(Stored items)
- - -
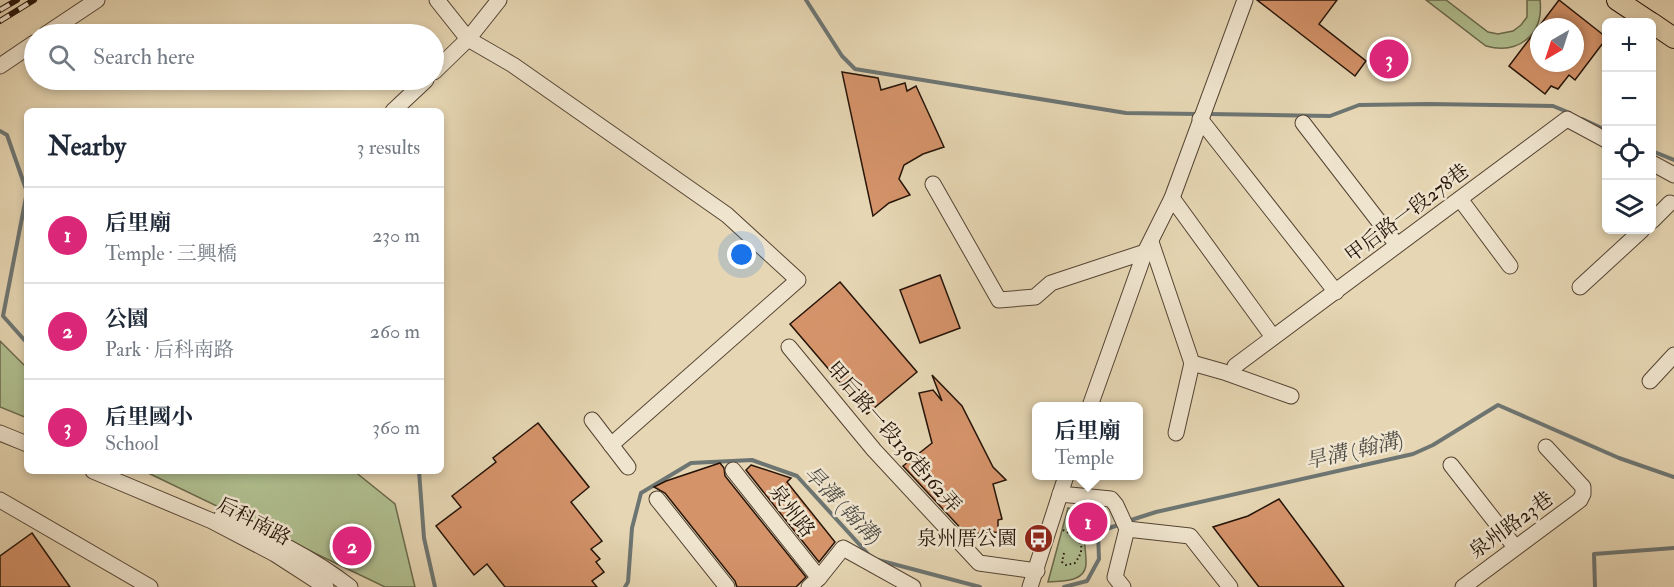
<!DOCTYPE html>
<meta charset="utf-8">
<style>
body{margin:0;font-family:"IM FELL Double Pica","Noto Serif TC",serif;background:#f6f6f7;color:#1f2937}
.controls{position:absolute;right:18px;top:18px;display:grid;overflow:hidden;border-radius:9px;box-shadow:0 3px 9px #0003}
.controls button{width:54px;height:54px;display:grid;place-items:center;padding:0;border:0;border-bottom:2px solid #e0e1e3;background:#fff;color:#1f2937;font:30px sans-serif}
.compass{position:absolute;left:1530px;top:18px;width:54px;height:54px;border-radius:50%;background:#fff;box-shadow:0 3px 9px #0003;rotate:219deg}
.you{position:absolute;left:742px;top:255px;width:21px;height:21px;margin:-15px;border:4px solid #fff;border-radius:50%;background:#1a73e8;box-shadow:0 0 0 9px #1a73e833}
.badge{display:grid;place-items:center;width:39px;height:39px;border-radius:50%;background:#db2777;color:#fff;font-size:20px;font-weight:700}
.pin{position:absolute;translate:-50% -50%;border:3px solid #fff;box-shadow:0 2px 6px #0006}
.popup{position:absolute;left:1032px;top:402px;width:111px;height:78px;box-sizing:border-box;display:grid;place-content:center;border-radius:9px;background:#fff;filter:drop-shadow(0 2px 4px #0005);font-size:20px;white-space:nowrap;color:#747a83}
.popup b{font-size:22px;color:#1f2937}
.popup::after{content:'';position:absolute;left:50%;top:100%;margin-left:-12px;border:12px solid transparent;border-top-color:#fff}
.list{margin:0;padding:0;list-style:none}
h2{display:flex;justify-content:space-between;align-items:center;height:78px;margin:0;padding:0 24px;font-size:26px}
h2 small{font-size:20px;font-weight:400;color:#747a83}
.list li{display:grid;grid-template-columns:39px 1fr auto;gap:18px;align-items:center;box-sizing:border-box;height:96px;padding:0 24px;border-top:2px solid #e0e1e3}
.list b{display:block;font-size:22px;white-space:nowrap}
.list p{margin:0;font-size:20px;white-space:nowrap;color:#747a83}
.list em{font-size:20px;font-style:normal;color:#747a83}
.icon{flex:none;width:33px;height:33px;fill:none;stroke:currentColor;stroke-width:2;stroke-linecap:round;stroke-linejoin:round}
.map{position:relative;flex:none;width:1674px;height:587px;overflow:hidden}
.search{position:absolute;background:#fff;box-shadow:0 3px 9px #0003;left:24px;top:24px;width:420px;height:66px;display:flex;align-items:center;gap:15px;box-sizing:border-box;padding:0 21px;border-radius:33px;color:#747a83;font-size:22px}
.panel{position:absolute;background:#fff;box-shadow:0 3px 9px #0003;left:24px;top:108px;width:420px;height:366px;border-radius:9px}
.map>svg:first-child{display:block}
.green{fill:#b0bf90;stroke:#6a6a4c;stroke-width:1.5}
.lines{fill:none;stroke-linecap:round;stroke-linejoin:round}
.stream{stroke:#6d7572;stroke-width:4}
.building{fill:#d5936a;stroke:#251408;stroke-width:1.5;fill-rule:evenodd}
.minor-casing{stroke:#543;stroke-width:17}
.major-casing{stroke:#251408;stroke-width:22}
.path{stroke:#251408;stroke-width:2;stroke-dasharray:1.5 3;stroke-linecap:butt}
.minor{stroke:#efe4ce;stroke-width:15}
.major{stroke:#e6d6b3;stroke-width:20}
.rail-casing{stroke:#251408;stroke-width:6}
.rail{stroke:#efe4ce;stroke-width:4;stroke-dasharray:11;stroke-linecap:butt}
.labels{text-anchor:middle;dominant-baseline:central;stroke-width:5;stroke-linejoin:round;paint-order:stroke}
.street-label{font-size:20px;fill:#251408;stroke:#efe4ce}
.poi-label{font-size:20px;fill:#251408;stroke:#efe4ce;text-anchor:end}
.water-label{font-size:21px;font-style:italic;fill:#4f4d46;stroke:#efe4ce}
</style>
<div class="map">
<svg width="1674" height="587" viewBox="0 0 1674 587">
<rect width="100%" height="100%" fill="#e6d6b3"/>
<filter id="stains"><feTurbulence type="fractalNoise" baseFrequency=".00333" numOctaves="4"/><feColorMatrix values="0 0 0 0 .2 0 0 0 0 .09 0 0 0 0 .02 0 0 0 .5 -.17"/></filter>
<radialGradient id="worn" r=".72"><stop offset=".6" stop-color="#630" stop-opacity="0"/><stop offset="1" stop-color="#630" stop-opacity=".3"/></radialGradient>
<g class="green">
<path d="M1426,0H1446L1488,32L1498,34L1513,31L1521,25L1527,17V0H1540C1544,34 1519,55 1486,46Z"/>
<polygon points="0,341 27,368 27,418 0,407"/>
<polygon points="144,471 354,471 395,504 415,587 385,587"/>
<path d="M1068,508L1088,514L1090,523C1075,540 1098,569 1076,578C1068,582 1057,581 1048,582Z"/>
</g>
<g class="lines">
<g class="stream">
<polyline points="806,0 842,56 855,69 1126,113 1198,114"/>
<polyline points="1209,114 1330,116 1359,105 1429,104 1553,106 1570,113"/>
<polyline points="1582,119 1606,130"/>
<polyline points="0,131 7,135 27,192 3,316 27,343"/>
<polyline points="1652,151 1674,160"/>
<polyline points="419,471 424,538 435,587"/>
<polyline points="1128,521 1156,512 1413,454 1433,445 1498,405 1619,458 1674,477"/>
<polyline points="878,560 980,587"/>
<polyline points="625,587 628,582 632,528 641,493 691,463 752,460 797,476 869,555"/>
<polyline points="1064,587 1087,581 1099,559 1098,532 1121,524"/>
<polyline points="1595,587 1594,554 1674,548"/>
</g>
</g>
<g class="building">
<polygon points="1257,0 1337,0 1319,24 1366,61 1355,76"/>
<path d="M1559,0L1606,37V39L1575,80L1569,75L1558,89L1551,86L1545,94L1509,66ZM1539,27H1575V63H1539Z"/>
<polygon points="842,72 878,78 881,90 905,83 907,91 916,86 944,147 923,154 904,165 899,179 910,195 889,203 873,216"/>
<polygon points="940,275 960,328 920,343 900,290"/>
<polygon points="840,282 917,372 867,414 790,324"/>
<polygon points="932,375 962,406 993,467 1006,480 993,484 1002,519 998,520 998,532 966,534 903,466 932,443 919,393 933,390 942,401"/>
<polygon points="538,423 589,487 571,502 602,541 591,549 600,559 596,562 604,572 592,581 597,587 505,587 487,564 474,575 436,526 461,507 452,496 496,462 493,458"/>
<polygon points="720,463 724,468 725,476 806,577 796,587 737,587 735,581 665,493 654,487 666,481"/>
<polygon points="751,465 791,478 787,482 835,542 819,562 746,470"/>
<polygon points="1279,499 1317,550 1344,587 1259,587 1213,527 1248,516"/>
<polygon points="32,533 70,587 0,587 0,556"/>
</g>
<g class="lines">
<defs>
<g id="minor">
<polyline points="437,0 468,39 499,0"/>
<polyline points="46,34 97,0"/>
<polyline points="0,66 34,43"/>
<polyline points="434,72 468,39 513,65 727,215 798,280 611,445"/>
<polyline points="393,111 426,80"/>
<polyline points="1200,119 1336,292"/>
<polyline points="1303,123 1397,245"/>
<polyline points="1652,163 1674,175"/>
<polyline points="933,184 999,300 1035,297 1051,283 1145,252"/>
<polyline points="1172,198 1273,337"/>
<polyline points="1460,199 1510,266"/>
<polyline points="1652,221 1670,203"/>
<polyline points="1151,242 1192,363 1224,372 1291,396"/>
<polyline points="1580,287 1642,230"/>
<polyline points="789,347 874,450 979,563 1037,571"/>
<polyline points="1235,366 1567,119 1606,140"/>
<polyline points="1650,381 1674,355"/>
<polyline points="1090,406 1145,252 1172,198 1245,0"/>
<polyline points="592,420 628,467"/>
<polyline points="0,433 27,444"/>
<polyline points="1176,433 1192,363"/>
<polyline points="1451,465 1515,547"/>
<polyline points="733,470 819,578"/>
<polyline points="93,471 212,521 275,554 326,587"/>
<polyline points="1060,494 1111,499 1116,505 1127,529"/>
<polyline points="657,499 727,587"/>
<polyline points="0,500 150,587"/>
<path d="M222,516C267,536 312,557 350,587"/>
<polyline points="1127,529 1190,536 1230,587"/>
<polyline points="809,587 819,578 843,548 913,587"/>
<polyline points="1030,587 1066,476"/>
<polyline points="1123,587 1115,577 1127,529"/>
<polyline points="1463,587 1580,500 1583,494 1583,487 1546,447"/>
</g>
<g id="major">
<polyline points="1617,0 1650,22"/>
<polyline points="1652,23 1674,38"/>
</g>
</defs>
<use href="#minor" class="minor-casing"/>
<use href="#major" class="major-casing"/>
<g class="path">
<polyline points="1063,530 1079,538"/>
<path d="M1064,553L1062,562L1066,565L1075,563C1088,544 1077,546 1078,531C1078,523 1085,520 1085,513"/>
</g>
<use href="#minor" class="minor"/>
<use href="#major" class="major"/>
<defs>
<g id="rail">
<polyline points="0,10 17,0"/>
<polyline points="0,21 34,0"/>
</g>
</defs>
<use href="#rail" class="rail-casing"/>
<use href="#rail" class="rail"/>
</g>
<defs>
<symbol id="bus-disc" viewBox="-11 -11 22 22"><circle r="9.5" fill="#8f2418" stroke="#efe4ce"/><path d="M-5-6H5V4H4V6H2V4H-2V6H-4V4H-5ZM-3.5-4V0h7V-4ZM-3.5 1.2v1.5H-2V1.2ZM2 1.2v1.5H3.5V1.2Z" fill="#fff"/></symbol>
</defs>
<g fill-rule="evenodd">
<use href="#bus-disc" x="1022" y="522" width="33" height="33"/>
</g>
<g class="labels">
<g class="street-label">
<text transform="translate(1407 213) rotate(-37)">甲后路一段278巷</text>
<text transform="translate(894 437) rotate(49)">甲后路一段136巷162弄</text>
<text transform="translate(792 511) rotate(52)">泉州路</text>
<text transform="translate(254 521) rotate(28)">后科南路</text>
<text transform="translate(1511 525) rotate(-36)">泉州路23巷</text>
</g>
<g class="poi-label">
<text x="1017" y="538">泉州厝公園</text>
</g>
<g class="water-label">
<text transform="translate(1354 451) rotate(-13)">旱溝 (翰溝)</text>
<text transform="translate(842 505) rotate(46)">旱溝 (翰溝)</text>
</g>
</g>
<rect width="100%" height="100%" filter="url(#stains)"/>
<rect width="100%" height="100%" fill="url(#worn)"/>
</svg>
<div class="controls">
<button>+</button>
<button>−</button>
<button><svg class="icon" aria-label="locate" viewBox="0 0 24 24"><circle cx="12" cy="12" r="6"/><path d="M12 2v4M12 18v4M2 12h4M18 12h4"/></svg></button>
<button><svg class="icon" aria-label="layers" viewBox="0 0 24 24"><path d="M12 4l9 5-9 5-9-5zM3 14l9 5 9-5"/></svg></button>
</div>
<svg class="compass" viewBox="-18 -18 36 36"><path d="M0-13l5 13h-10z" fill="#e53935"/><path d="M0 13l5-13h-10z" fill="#747a83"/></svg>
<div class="you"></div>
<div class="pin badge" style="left:1088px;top:522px">1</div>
<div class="popup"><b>后里廟</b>Temple</div>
<div class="pin badge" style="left:352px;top:546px">2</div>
<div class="pin badge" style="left:1389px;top:59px">3</div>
<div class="search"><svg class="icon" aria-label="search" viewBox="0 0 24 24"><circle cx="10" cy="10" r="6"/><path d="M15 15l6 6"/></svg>Search here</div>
<section class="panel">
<h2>Nearby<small>3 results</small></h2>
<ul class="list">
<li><span class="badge">1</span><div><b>后里廟</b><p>Temple · 三興橋</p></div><em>230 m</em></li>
<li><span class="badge">2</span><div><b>公園</b><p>Park · 后科南路</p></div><em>260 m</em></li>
<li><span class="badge">3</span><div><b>后里國小</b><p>School</p></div><em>360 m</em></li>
</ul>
</section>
</div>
- - -
# About this exercise
Show every line in the records above that contains the word "rule".

# Answer to the problem
.building{fill:#d5936a;stroke:#251408;stroke-width:1.5;fill-rule:evenodd}
<g fill-rule="evenodd">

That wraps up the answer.